- [Data records]
- - -
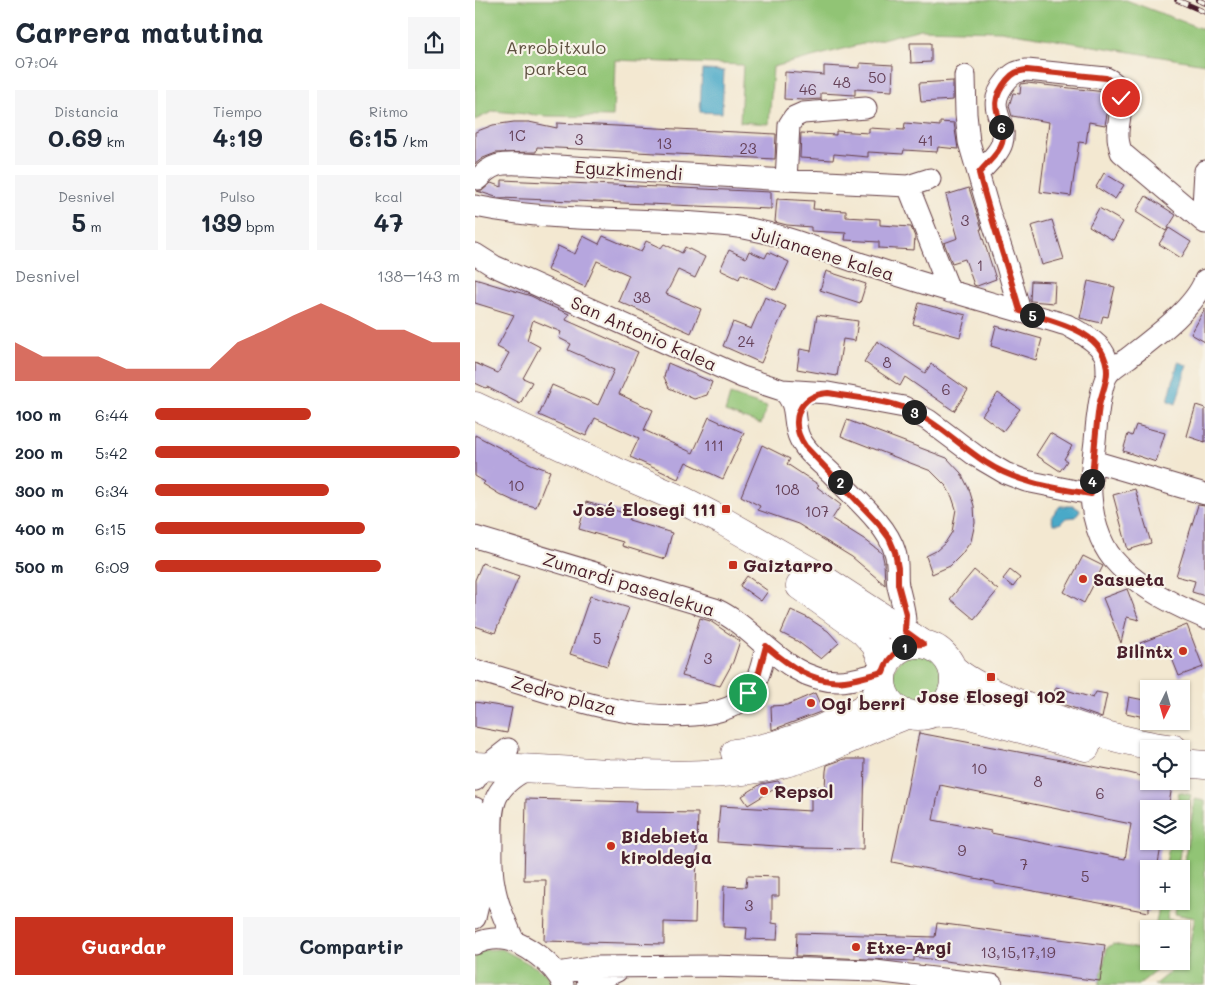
<!DOCTYPE html>
<html lang="es">
<meta charset="utf-8">
<style>
body{margin:0;font-family:Mali,sans-serif;background:#f6f6f7;color:#1f2937;height:100vh;display:flex;flex-direction:column;font-size:19px;white-space:nowrap}
*{box-sizing:border-box;margin:0}
p{font-size:16px;color:#747a83}
.icon{flex:none;width:28px;height:28px;fill:none;stroke:currentColor;stroke-width:2;stroke-linecap:round;stroke-linejoin:round}
.map{position:relative;flex:1;overflow:hidden}
.side{display:flex;flex-direction:column;background:#fff;width:475px}
.side>*{flex:none}
.needle{width:32px;rotate:185deg}
.controls{position:absolute;left:665px;top:680px;display:grid;gap:10px}
.controls a{display:grid;place-items:center;width:50px;height:50px;border-radius:0px;background:#fff;box-shadow:0 1px 4px #0004;font-size:25px}
.pin{position:absolute;display:grid;place-items:center;width:42px;height:42px;color:#fff;margin:-21px;border:2px solid #fff;border-radius:50%;box-shadow:0 1px 5px #0007}
.km{position:absolute;width:25px;height:25px;margin:-12px;border-radius:50%;background:#222;color:#fff;font-size:14px;line-height:25px;text-align:center}
.round{display:grid;place-items:center;flex:none;width:52px;height:52px;border-radius:0px;background:#f6f6f7}
.overview{display:flex;align-items:center;justify-content:space-between;height:85px;padding:0 15px}
h1{font-size:28px;font-weight:700;line-height:38px}
.stats{display:grid;grid-template-columns:repeat(3,1fr);gap:8px;height:85px;padding:5px 15px}
.stats div{display:grid;align-content:center;border-radius:0px;background:#f6f6f7;text-align:center}
.stats b{font-size:25px;font-weight:700}
.stats small{font-size:14px;font-weight:400}
.stats p{font-size:14px}
.chart{height:140px;padding:10px 15px}
.chart p{display:flex;justify-content:space-between}
.chart svg{width:100%;height:90px;margin-top:5px;fill:#c8321e;opacity:.7}
.cta{display:flex;gap:10px;margin-top:auto;padding:10px 15px}
.cta a{flex:1;height:58px;border-radius:0px;background:#c8321e;color:#fff;font-size:20px;font-weight:700;line-height:58px;text-align:center}
.cta a+a{background:#f6f6f7;color:#1f2937}
ul{padding:0 15px;list-style:none;font-size:16px}
li{display:grid;grid-template-columns:80px 60px 1fr;align-items:center;height:38px}
li i{height:12px;border-radius:6px;background:#c8321e}
main{display:flex;flex:1;min-height:0}
.map>svg:first-child{display:block}
</style>
<main>
<section class="side">
<div class="overview"><div><h1>Carrera matutina</h1><p>07:04</p></div><a class="round"><svg class="icon" aria-label="share" viewBox="0 0 24 24"><path d="M12 15V3M7 8l5-5 5 5M5 13v7h14v-7"/></svg></a></div>
<div class="stats">
<div><p>Distancia</p><b>0.69<small> km</small></b></div>
<div><p>Tiempo</p><b>4:19</b></div>
<div><p>Ritmo</p><b>6:15<small> /km</small></b></div>
</div>
<div class="stats">
<div><p>Desnivel</p><b>5<small> m</small></b></div>
<div><p>Pulso</p><b>139<small> bpm</small></b></div>
<div><p>kcal</p><b>47</b></div>
</div>
<div class="chart"><p><span>Desnivel</span>138–143 m</p>
<svg viewBox="0 0 160 44" preserveAspectRatio="none"><path d="M0 44V25L10 32L20 32L30 32L40 38L50 38L60 38L70 38L80 25L90 19L100 12L110 6L120 12L130 19L140 19L150 25L160 25V44z"/></svg>
</div>
<ul>
<li><b>100 m</b>6:44<i style="width:51%"></i></li>
<li><b>200 m</b>5:42<i style="width:100%"></i></li>
<li><b>300 m</b>6:34<i style="width:57%"></i></li>
<li><b>400 m</b>6:15<i style="width:69%"></i></li>
<li><b>500 m</b>6:09<i style="width:74%"></i></li>
</ul>
<div class="cta"><a>Guardar</a><a>Compartir</a></div>
</section>
<div class="map">
<svg width="730" height="985" viewBox="0 0 730 985">
<rect width="100%" height="100%" fill="#f7f3e8"/>
<filter id="ink" filterUnits="userSpaceOnUse"><feTurbulence type="fractalNoise" baseFrequency=".02" numOctaves="2"/><feDisplacementMap in="SourceGraphic" scale="10" xChannelSelector="R" yChannelSelector="G"/><feConvolveMatrix kernelMatrix="1 2 1 2 8 2 1 2 1" color-interpolation-filters="sRGB"/></filter>
<filter id="wash" filterUnits="userSpaceOnUse"><feTurbulence type="fractalNoise" baseFrequency=".0096" numOctaves="4" result="noise"/><feDisplacementMap in="SourceGraphic" scale="20" xChannelSelector="R" yChannelSelector="G"/><feGaussianBlur stdDeviation="1.12" result="paint"/><feColorMatrix in="noise" values="0 0 0 0 0 0 0 0 0 0 0 0 0 0 0 0 0 1.4 0 .05"/><feComposite in="paint" operator="in"/></filter>
<g filter="url(#wash)">
<rect width="100%" height="100%" fill="#f3e8d1"/>
<path fill="#91c475" stroke="#6e7250" d="M0 0H651L730 30V64L526 31 446 29 298 67 294 124 265 122 268 65 140 60 138 117 72 116 19 111 0 120Z
M255 395 292 407 286 424 250 412Z
M417 680a27 27 0 1 1 54 0a27 27 0 1 1-54 0Z
M704 792 716 795 702 869H690L695 841H706V809H701Z
M720 799 730 801V985H679L712 958 720 918 700 914 702 901H706V878Z
M685 901H696L692 919 713 923 709 943H706V929H680Z
M638 944 674 951V961H688L687 966 663 985H624L632 948Z
M27 949 71 973 81 985H0V954L6 950Z"/>
<path fill="#49a9c8" stroke="#4a647a" d="M227 70 249 71 247 113 225 112Z
M703 362 712 365 701 404 693 401Z
M585 506H599L605 510 601 517 591 518 585 524H578L576 517Z"/>
<g id="blocks">
<path fill="#b6a6de" fill-rule="evenodd" d="M435 43H456V62L436 63Z
M385 63 418 65 417 91 380 89V95L346 93V99L328 100 309 99 310 72 349 75V66L385 68Z
M478 81V100L446 102 444 83Z
M552 83 630 92 632 95 634 103 630 125 614 122 611 143 604 142 596 196 565 192 574 122 537 116 534 106 538 93 545 94 546 84Z
M39 122H54L82 128V123L301 134 300 159 62 147 61 152 21 153 8 158 0 164V132L18 125Z
M465 122 479 123 483 149 463 147 462 152 429 150 428 154 393 152V157L359 154 358 160 325 158 326 133 361 135V131L394 133V128L429 130 430 123 465 126Z
M629 173 649 185 640 199 621 187Z
M27 180 296 192V209L24 198 2 191H7L16 183 27 187Z
M494 188 507 229H505L521 279 502 286 499 285 490 259 477 263 469 243 483 238 471 195Z
M671 196 701 215 691 231 661 212Z
M302 199 339 201 338 209 371 211V217L405 219V225L436 227 440 237 439 250 404 248V242L370 240 371 233 336 231V227L312 225 300 222Z
M624 208 648 222 638 240 614 226Z
M577 220 589 259 567 265 556 226Z
M694 228 716 242 706 258 684 244Z
M108 236 124 244 128 236 166 252 171 241 186 248 189 244 207 253 210 247 230 257 220 278 203 270 191 294 226 309 216 333 143 301 154 275 122 261 110 287 72 270 83 246 100 254Z
M254 250 271 258 274 251 290 258 293 252 314 262 301 290 266 274 264 279 245 270Z
M351 271 391 284 385 303 345 290Z
M0 279 56 296 64 300V301L94 314 91 320 163 352 144 394 178 410 169 430 218 453 234 417 269 433 248 479 211 462 203 479 155 457 164 438 120 418 111 436 64 415 77 385 123 405 139 370 93 350 96 344 84 338 86 332 58 320 52 340 65 347 48 378 57 382 45 404 12 387 11 388 0 383V363L23 373 34 353 22 347 39 315 0 303Z
M556 281 580 282 579 303 555 301Z
M613 281 640 287 633 317 628 316 626 323 605 318Z
M290 297 311 306 286 363 248 346 258 322 276 329Z
M444 303 491 315 485 337 438 324Z
M730 309V342L716 334Z
M342 315 383 321 380 341 368 339 362 376 322 369 325 349 336 351Z
M521 326 567 339 561 360 516 346Z
M402 341 450 373 456 364 493 390 479 411 430 377 425 386 389 362Z
M193 363 237 382 232 395 219 399 194 388 189 377Z
M523 393 545 409 528 431 507 415Z
M721 405 730 408V442L712 436Z
M372 420 472 458 486 473 494 489 499 506 500 523 496 541 486 555 475 566 457 574 451 556 461 551 470 543 477 532 481 509 477 497 471 486 456 471 366 436Z
M661 425 690 433 681 462 648 451 653 434 657 436Z
M575 433 597 446 589 459 592 461 585 471 561 455Z
M0 435 56 464 75 471 61 507 41 502 24 494 8 484 10 482 0 476Z
M287 445 315 459 312 464 344 485 342 487 366 505 357 519 389 539 407 553 409 562 410 585 377 557 323 524 283 510 285 506 266 496Z
M660 489 676 543 653 550 638 495Z
M111 502 156 515 154 520 197 533 190 559 147 546 148 542 104 529Z
M723 505 730 506V596L717 592 720 581 701 576Z
M608 556 628 566 609 603 589 592Z
M7 563 44 576 20 633 0 626V580Z
M499 570 523 590 499 619 475 599Z
M535 570 545 578 538 587 528 579Z
M272 576 293 591 286 601 265 586Z
M652 589 664 620 652 617 646 643 628 598Z
M115 596 154 608 132 666 95 654Z
M316 610 333 618 353 631 364 643 346 659 322 641 306 633Z
M225 618 235 621 265 641 258 662 245 686 207 676Z
M712 625 728 667 704 676 692 646 662 658 665 643Z
M581 687 618 698 621 692 632 694 627 718 576 700Z
M340 693 348 711 297 730 296 706 312 705Z
M654 697 674 701V718L651 713Z
M0 702 37 708 32 733 0 727Z
M444 733 654 773 674 778V781H698L693 809H674V841H687L682 869H674V912L520 884V882L417 862ZM465 785 656 824 650 859 516 833V831L458 820Z
M369 759H390L388 849 331 848 242 842 245 806 336 811V787H350L351 771 352 765Z
M303 781 306 785 273 805 267 796 286 784Z
M51 799 161 802 160 812 223 813 220 923 189 922V944L69 941 71 880H49Z
M272 876 304 877V896H297V923L303 924 302 940 271 939 272 928 248 927 249 886 271 887Z
M462 923 630 945 625 981 439 957V961L321 956 322 933 460 937Z"/>
</g>
</g>
<g filter="url(#ink)">
<use href="#blocks" fill-opacity="0" stroke="#633d44" stroke-width="1"/>
<g fill="none" stroke-linecap="round" stroke-linejoin="round">
<g stroke="#633d44" stroke-width="23">
<path id="minor" d="M490 76 491 114 494 142 514 211 532 266 545 311
M730 171 728 206 730 222
M504 173C511 164 524 154 527 143 534 119 507 110 532 80 538 73 542 71 552 70L631 78C657 90 642 115 643 136 643 142 645 147 646 152L730 223
M3 179C19 161 29 164 50 164L311 180 433 186 475 292
M311 180 314 125 319 117 328 113 391 108
M433 186 455 179
M0 206C87 224 176 216 263 227 310 234 355 254 400 268 464 289 528 306 592 325 605 333 626 342 631 358 632 363 632 369 632 374
M0 254 19 266 267 377 307 390 353 393 429 407 453 420 501 456 530 473 551 481 616 494
M730 280C719 309 677 339 653 358 647 362 637 368 633 374 625 385 621 427 620 441 618 459 615 477 616 495 617 516 624 542 638 559 660 585 699 605 730 618
M307 390C325 404 316 422 325 439 332 453 347 464 358 475 378 497 412 524 420 552 424 564 421 575 423 586 427 603 431 614 430 631
M618 461 730 494
M0 537 240 609C284 629 310 681 363 681 378 681 394 675 408 672
M0 670C72 690 143 721 219 715 233 714 250 711 263 703 281 692 287 666 291 647
M0 780 6 770 33 749
M0 808C5 844 10 882 0 918
M39 941C31 923 22 904 19 884 16 870 17 855 17 841 16 805 17 787 53 769
M0 944C9 940 18 938 27 939 48 941 81 965 88 985
M82 973 121 967 237 966 400 971 517 985
M112 985 142 971"/>
</g>
<g stroke="#633d44" stroke-width="29">
<path id="major" d="M0 406 140 471 207 500 246 520 342 575 448 644
M325 586 388 631 400 644 410 667
M407 680a36 36 0 1 1 72 0a36 36 0 1 1-72 0Z
M478 669C496 684 516 692 538 701 590 724 642 742 699 749
M457 713 475 712 495 715 611 747
M260 753C298 748 333 736 367 719 376 715 386 711 394 704 401 697 405 690 407 681
M706 763 730 765
M0 766C44 768 89 770 133 773 191 775 249 778 307 764 353 752 391 730 434 714"/>
</g>
<use href="#minor" stroke="#fff" stroke-width="21"/>
<use href="#major" stroke="#fff" stroke-width="28"/>
<g stroke="#4a1f2b" stroke-width="5.5">
<path id="rail" d="M702 0 730 12
M723 0 730 3"/>
</g>
<use href="#rail" stroke="#f7f3e8" stroke-width="4" stroke-dasharray="11" stroke-linecap="butt"/>
</g>
</g>
<g fill="none" stroke-linecap="round" stroke-linejoin="round" filter="url(#ink)">
<g stroke="#fff" stroke-width="10">
<path id="route" d="M273 693 284 672 291 646C313 665 340 685 370 681 383 679 396 675 408 672 414 653 429 644 448 644L430 631 431 614 423 584V568L420 552 414 538 403 523 330 446C314 423 322 395 353 393 375 397 412 400 432 409 461 421 484 445 510 462 542 483 579 488 616 494 618 464 620 435 624 406 626 395 632 383 632 372 632 330 577 321 545 311 532 265 516 220 504 173 511 164 524 154 527 143 534 120 507 110 532 80 538 73 542 71 552 70L631 78C641 83 645 88 646 98"/>
</g>
<use href="#route" stroke="#c8321e" stroke-width="6"/>
</g>
<g fill="#c8321e" stroke="#f7f3e8" stroke-width="2">
<rect x="246" y="504" width="10" height="10" rx="2.5"/>
<rect x="253" y="560" width="10" height="10" rx="2.5"/>
<circle cx="608" cy="579" r="5"/>
<circle cx="708" cy="651" r="5"/>
<rect x="511" y="672" width="10" height="10" rx="2.5"/>
<circle cx="336" cy="703" r="5"/>
<circle cx="289" cy="791" r="5"/>
<circle cx="136" cy="846" r="5"/>
<circle cx="381" cy="947" r="5"/>
</g>
<g text-anchor="middle" dominant-baseline="central" stroke-width="4.5" stroke-linejoin="round" paint-order="stroke">
<g font-size="15" fill="#654158">
<text x="402" y="77">50</text>
<text x="367" y="82">48</text>
<text x="333" y="89">46</text>
<text x="42" y="135">1C</text>
<text x="104" y="139">3</text>
<text x="451" y="140">41</text>
<text x="189" y="143">13</text>
<text x="273" y="148">23</text>
<text x="490" y="220">3</text>
<text x="505" y="265">1</text>
<text x="167" y="297">38</text>
<text x="271" y="341">24</text>
<text x="412" y="362">8</text>
<text x="471" y="389">6</text>
<text x="239" y="445">111</text>
<text x="41" y="485">10</text>
<text x="312" y="489">108</text>
<text x="342" y="511">107</text>
<text x="122" y="638">5</text>
<text x="233" y="658">3</text>
<text x="504" y="768">10</text>
<text x="563" y="781">8</text>
<text x="625" y="793">6</text>
<text x="487" y="850">9</text>
<text x="549" y="864">7</text>
<text x="610" y="876">5</text>
<text x="274" y="905">3</text>
<text x="543" y="952">13,15,17,19</text>
</g>
<g font-size="18" fill="#5f5141" stroke="#f7f3e8">
<text x="81" y="47">Arrobitxulo<tspan x="81" dy="21">parkea</tspan></text>
</g>
<g font-size="18" fill="#4a1f2b" stroke="#f7f3e8">
<text transform="translate(154 170) rotate(4)">Eguzkimendi</text>
<text transform="translate(348 253) rotate(17)">Julianaene kalea</text>
<text transform="translate(169 333) rotate(24)">San Antonio kalea</text>
<text transform="translate(154 584) rotate(17)">Zumardi pasealekua</text>
<text transform="translate(89 695) rotate(15)">Zedro plaza</text>
</g>
<g font-size="18" font-weight="bold" fill="#4a1f2b" stroke="#f7f3e8" text-anchor="start">
<text x="241" y="509" text-anchor="end">José Elosegi 111</text>
<text x="268" y="565">Gaiztarro</text>
<text x="618" y="579">Sasueta</text>
<text x="698" y="651" text-anchor="end">Bilintx</text>
<text x="516" y="696" text-anchor="middle">Jose Elosegi 102</text>
<text x="346" y="703">Ogi berri</text>
<text x="299" y="791">Repsol</text>
<text x="146" y="836">Bidebieta<tspan x="146" dy="21">kiroldegia</tspan></text>
<text x="391" y="947">Etxe-Argi</text>
</g>
</g>
</svg>
<div class="controls">
<a><svg class="needle" viewBox="-14 -14 28 28"><path d="M0-13l5 13h-10z" fill="#e53935"/><path d="M0 13l5-13h-10z" fill="#747a83"/></svg></a>
<a><svg class="icon" aria-label="locate" viewBox="0 0 24 24"><circle cx="12" cy="12" r="6"/><path d="M12 2v4M12 18v4M2 12h4M18 12h4"/></svg></a>
<a><svg class="icon" aria-label="layers" viewBox="0 0 24 24"><path d="M12 4l9 5-9 5-9-5zM3 14l9 5 9-5"/></svg></a>
<a>+</a>
<a>−</a>
</div>
<div class="pin" style="left:273px;top:693px;background:#1e9e55"><svg class="icon" aria-label="arrive" viewBox="0 0 24 24"><path d="M6 21V4h12l-3 4 3 4H6"/></svg></div>
<div class="pin" style="left:646px;top:98px;background:#d93025"><svg class="icon" aria-label="check" viewBox="0 0 24 24"><path d="M5 12l5 5 9-10"/></svg></div>
<b class="km" style="left:429px;top:647px">1</b>
<b class="km" style="left:365px;top:482px">2</b>
<b class="km" style="left:439px;top:412px">3</b>
<b class="km" style="left:617px;top:481px">4</b>
<b class="km" style="left:557px;top:315px">5</b>
<b class="km" style="left:526px;top:127px">6</b>
</div>
</main>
- - -
From the records above, repeat exactly the lines from the one with "M652 589 664 620 652 617 646 643 628 598Z" through the one with "M51 799 161", both included.

- [Your response]
M652 589 664 620 652 617 646 643 628 598Z
M115 596 154 608 132 666 95 654Z
M316 610 333 618 353 631 364 643 346 659 322 641 306 633Z
M225 618 235 621 265 641 258 662 245 686 207 676Z
M712 625 728 667 704 676 692 646 662 658 665 643Z
M581 687 618 698 621 692 632 694 627 718 576 700Z
M340 693 348 711 297 730 296 706 312 705Z
M654 697 674 701V718L651 713Z
M0 702 37 708 32 733 0 727Z
M444 733 654 773 674 778V781H698L693 809H674V841H687L682 869H674V912L520 884V882L417 862ZM465 785 656 824 650 859 516 833V831L458 820Z
M369 759H390L388 849 331 848 242 842 245 806 336 811V787H350L351 771 352 765Z
M303 781 306 785 273 805 267 796 286 784Z
M51 799 161 802 160 812 223 813 220 923 189 922V944L69 941 71 880H49Z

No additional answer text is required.